Allier théorie et pratique dans la lutte contre la pandémie du Sida

 

Roger Zerbo1,&

 

1Institut des Sciences des Sociétés, UFR-SH Université de Ouagadougou, Ouagadougou, Burkina Faso

 

 

&Auteur correspondant
Roger Zerbo, Institut des Sciences des Sociétés, UFR-SH Université de Ouagadougou, Ouagadougou, Burkina Faso

 

 

Résumé

Le premier cas d’infection par le VIH a été notifié en 1986 au Burkina Faso. L’ignorance qui entourait cette infection et l’absence de traitement curatif a amplifié ses conséquences sociales et économiques. La mise en œuvre des interventions communautaire est un enjeu majeur actuel qui recommande la compréhension des logiques sociales endogènes qui influencent les comportements individuels et collectifs. C’est en cela que l’implication des sciences sociales dans la lutte contre les maladies, en particulier le Sida constitue un enjeu, en termes de définition et d’identification de leur contribution. Dans notre propos, nous pouvons mettre en évidence trois niveaux de contribution des sciences sociales, notamment la sociologie, l’anthropologie, la psychologie et dans une certaine mesure le droit et l’économie, à la prévention du Sida et la prise en charge des personnes infectées par le VIH. Il faut noter que ces disciplines contribuent à la lutte contre le VIH d’une part, par des réflexions et des éléments d’analyses constructives, et d’autre part, l’aptitude des porteurs de ces disciplines est parfois sollicitée pour l’efficacité de la mise en œuvre des actions et l’organisation des systèmes de soins.

 

 

Aux éditeurs du Journal Panafricain de Médecine

Dans les années 1980, l’infection par le virus d’Immuno-déficience humaine (VIH) a été marquée par une ignorance de la maladie et l’absence de traitement curatif qui ont entrainé d’énormes conséquences sociales et économiques. Des interventions communautaires ont été recommandées pour remémorer les traitements et réduire la stigmatisation. L’anthropologie contribue à la compréhension des problèmes contemporains auxquels les communautés sont confrontées dans la dynamique du changement social. C’est en cela que l’implication des sciences sociales dans la lutte contre les maladies, particulièrement le sida, constitue un enjeu, pour la définition des modalités de leurs contributions. Nous mettons en évidence trois niveaux de contribution de la sociologie, la socio-anthropologie, la psychologie et dans une certaine mesure le droit et l’économie, la bioéthique à la prévention du sida et la prise en charge des personnes infectées. Ces disciplines contribuent à la lutte contre le VIH d’une part, par des réflexions et des éléments d’analyses constructives, et d’autre part, l’aptitude des porteurs de ces disciplines est sollicitée pour l’efficacité et l’efficience des systèmes de soins.
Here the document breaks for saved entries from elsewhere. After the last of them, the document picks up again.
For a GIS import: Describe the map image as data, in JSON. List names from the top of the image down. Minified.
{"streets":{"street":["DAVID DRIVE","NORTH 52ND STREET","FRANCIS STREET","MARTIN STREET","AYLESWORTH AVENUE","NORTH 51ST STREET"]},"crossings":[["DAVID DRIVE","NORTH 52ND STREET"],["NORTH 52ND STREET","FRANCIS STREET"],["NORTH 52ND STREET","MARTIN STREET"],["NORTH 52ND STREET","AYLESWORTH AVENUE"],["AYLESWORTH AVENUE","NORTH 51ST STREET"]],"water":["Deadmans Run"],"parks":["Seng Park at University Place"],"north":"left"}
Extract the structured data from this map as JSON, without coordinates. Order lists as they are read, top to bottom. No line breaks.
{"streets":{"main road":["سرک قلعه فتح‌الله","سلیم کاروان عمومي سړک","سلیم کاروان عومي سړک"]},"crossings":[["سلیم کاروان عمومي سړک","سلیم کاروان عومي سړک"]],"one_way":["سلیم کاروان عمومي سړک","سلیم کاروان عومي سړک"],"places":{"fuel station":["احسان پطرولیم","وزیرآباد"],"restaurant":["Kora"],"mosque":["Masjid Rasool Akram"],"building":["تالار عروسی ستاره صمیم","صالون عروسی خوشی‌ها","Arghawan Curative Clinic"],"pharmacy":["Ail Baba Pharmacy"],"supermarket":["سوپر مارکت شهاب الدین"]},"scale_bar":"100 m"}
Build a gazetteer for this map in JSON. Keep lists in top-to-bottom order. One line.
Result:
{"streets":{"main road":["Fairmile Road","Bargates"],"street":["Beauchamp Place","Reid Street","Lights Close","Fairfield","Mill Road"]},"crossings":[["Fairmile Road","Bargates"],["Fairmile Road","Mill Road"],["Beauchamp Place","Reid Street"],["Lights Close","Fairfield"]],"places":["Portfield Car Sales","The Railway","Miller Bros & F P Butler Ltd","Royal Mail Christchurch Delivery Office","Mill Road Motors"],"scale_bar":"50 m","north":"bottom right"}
Les anthropologues ont été mobilisées dans une perspective de recherche opérationnelle qui aide à la prise de décision en matière de politique publique. En effet, une réalité relève du domaine de politique publique, lorsqu’elle est prise en compte par des acteurs autres que les cibles ou les premières victimes. Ce fut le cas du VIH qui a mobilisé des malades, des activistes, des politiques, des religieux, des chercheurs en génétique et bioéthique et peut-être humanistes. L’anthropologie, jadis orientée vers la recherche fondamentale est désormais ouverte à la recherche-action pour contribuer la l’épanouissement des populations vulnérables du fait de la maladie et la précarité. De nombreux agents de santé aux contacts des anthropologues, de leur démarche et la sensibilité qu’ils développent vis-à-vis des maladies, ont pris l’option de s’initier à ces sciences en vue d’améliorer leurs relations thérapeutiques.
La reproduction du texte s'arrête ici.